Requirement: Start at the line containing "Serialize what can" and transcribe every line exactly through the end of the records below, and only those lines.

The input:
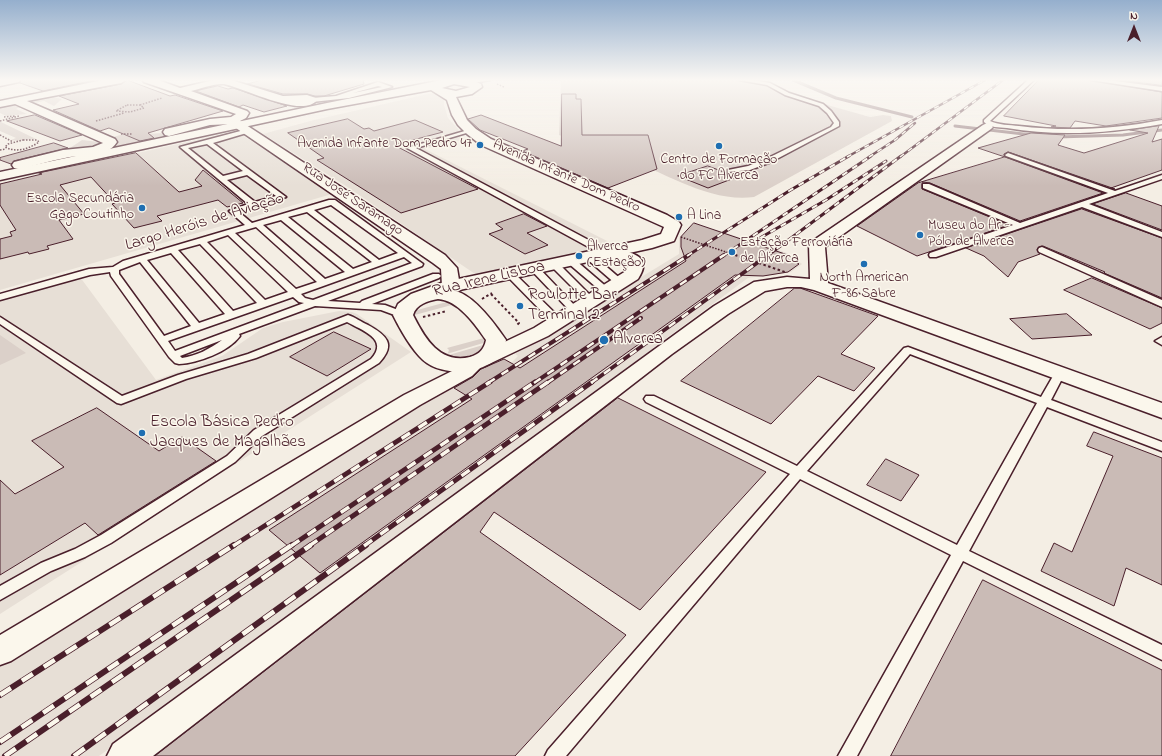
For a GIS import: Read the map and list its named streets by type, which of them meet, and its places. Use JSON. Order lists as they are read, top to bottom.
{
  "streets": {
    "street": ["Avenida Infante Dom Pedro", "Rua José Saramago", "Rua Irene Lisboa"],
    "lane": ["Largo Heróis de Aviação"]
  },
  "crossings": [
    ["Avenida Infante Dom Pedro", "Rua Irene Lisboa"],
    ["Rua José Saramago", "Largo Heróis de Aviação"],
    ["Rua José Saramago", "Rua Irene Lisboa"],
    ["Largo Heróis de Aviação", "Rua Irene Lisboa"]
  ],
  "places": [
    "Avenida Infante Dom Pedro 47",
    "Centro de Formação do FC Alverca",
    "Escola Secundária Gago Coutinho",
    "A Lina",
    "Museu do Ar - Pólo de Alverca",
    "Estação Ferroviária de Alverca",
    "Alverca (Estação)",
    "North American F-86 Sabre",
    "Roulotte Bar Terminal 2",
    "Alverca",
    "Escola Básica Pedro Jacques de Magalhães"
  ],
  "north": "top"
}
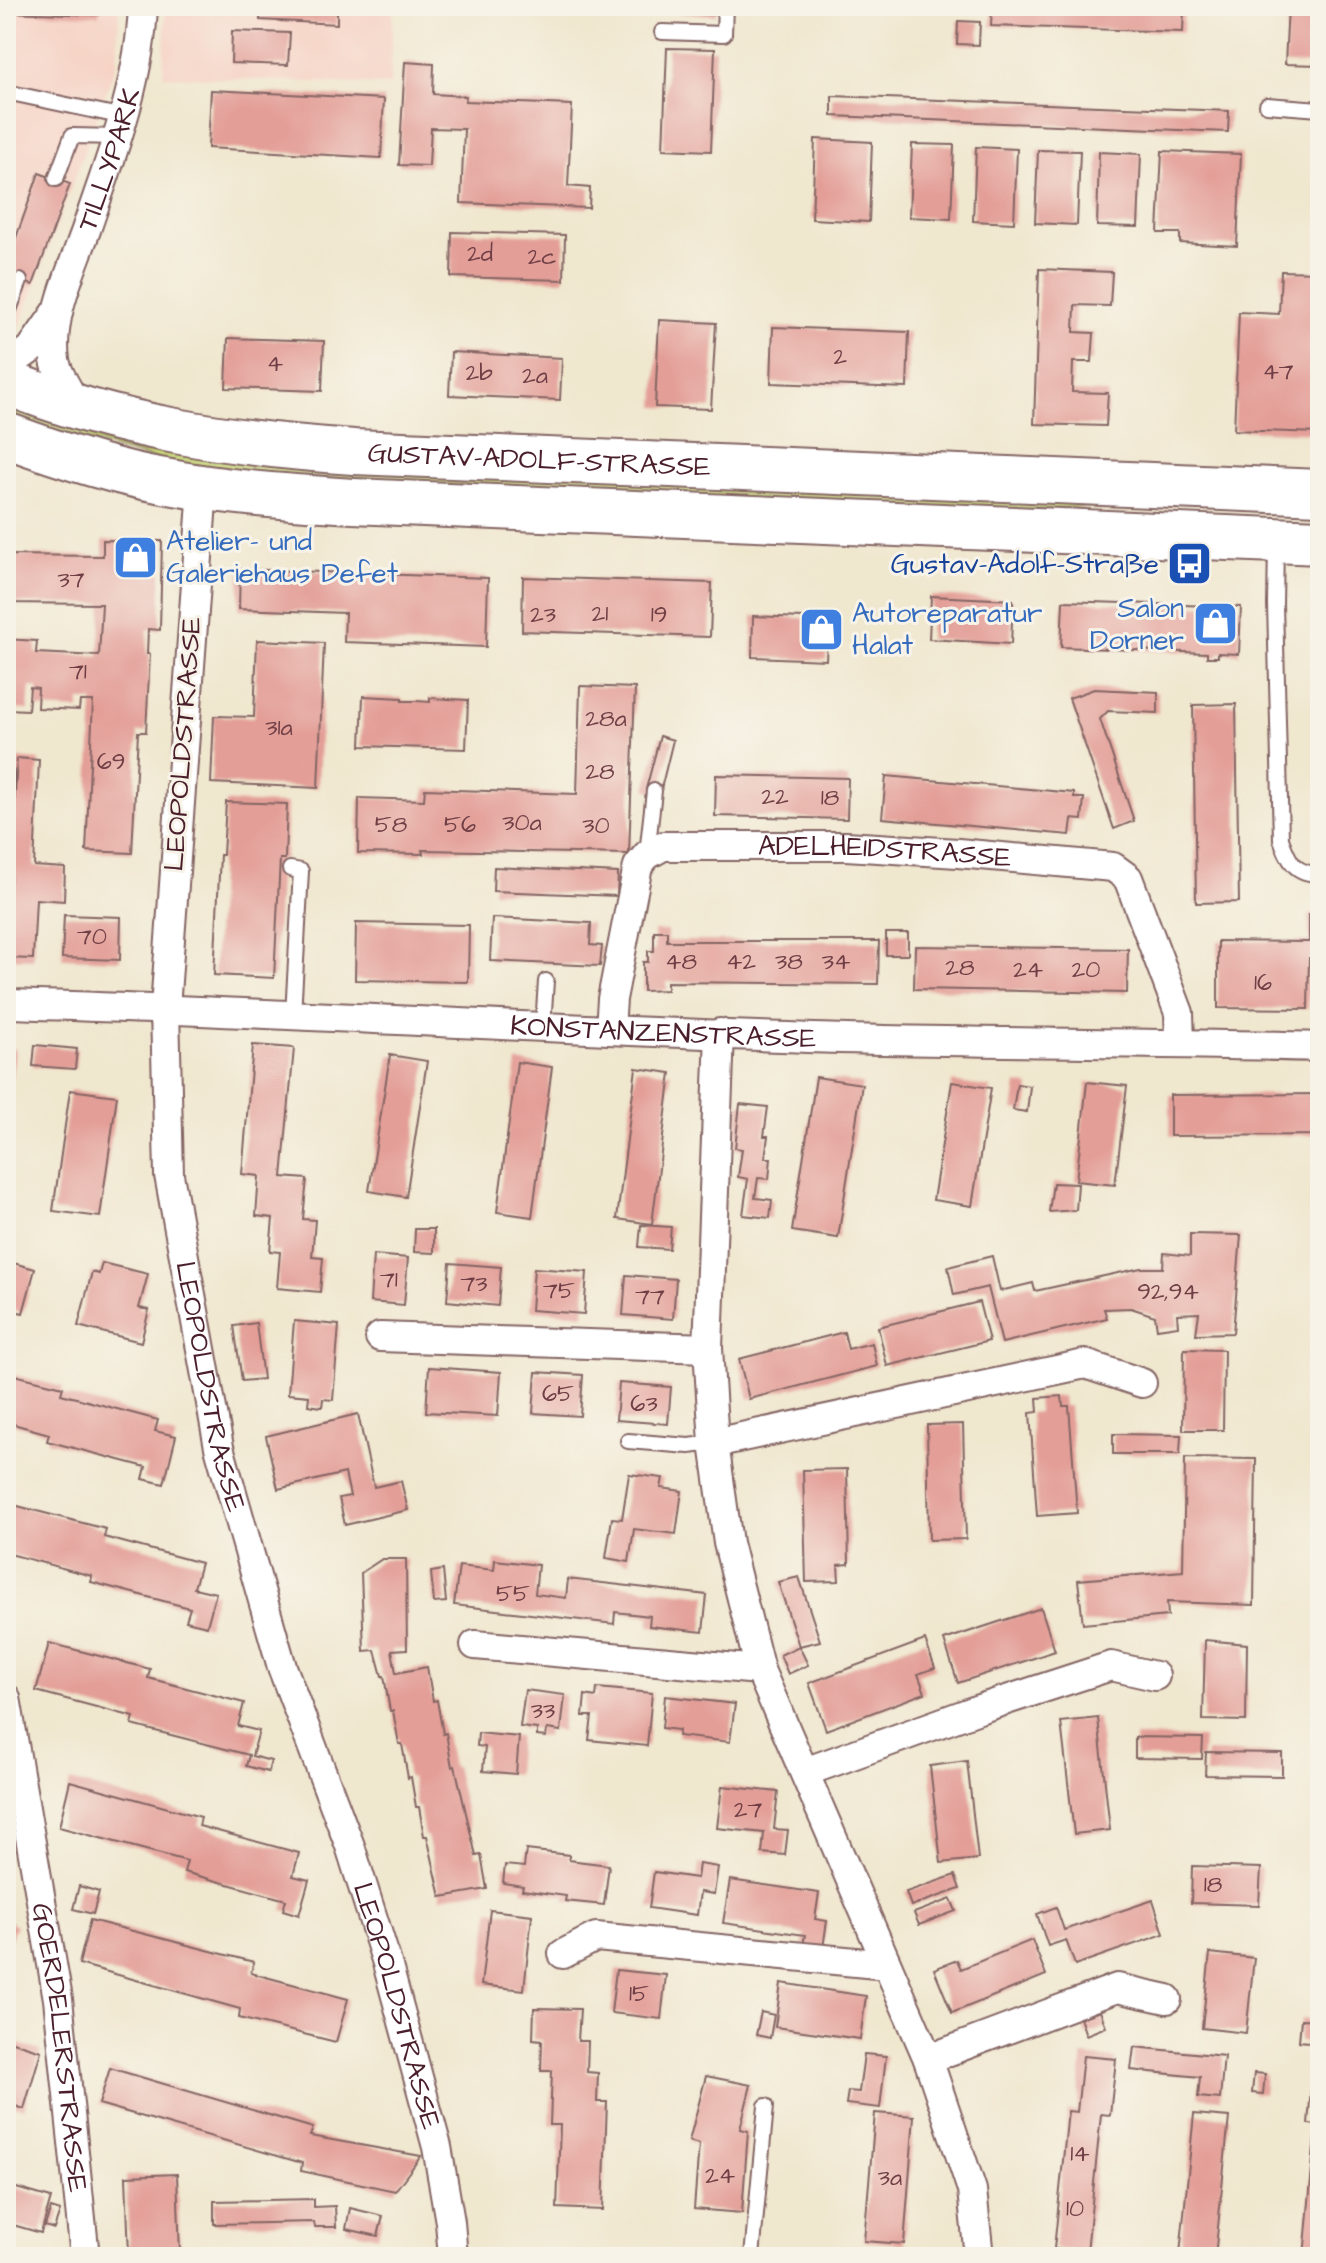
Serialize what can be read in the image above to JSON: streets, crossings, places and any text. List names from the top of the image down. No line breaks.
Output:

Written solution:
Serialize what can be read in the image above to JSON: streets, crossings, places and any text. List names from the top of the image down. No line breaks.
Output:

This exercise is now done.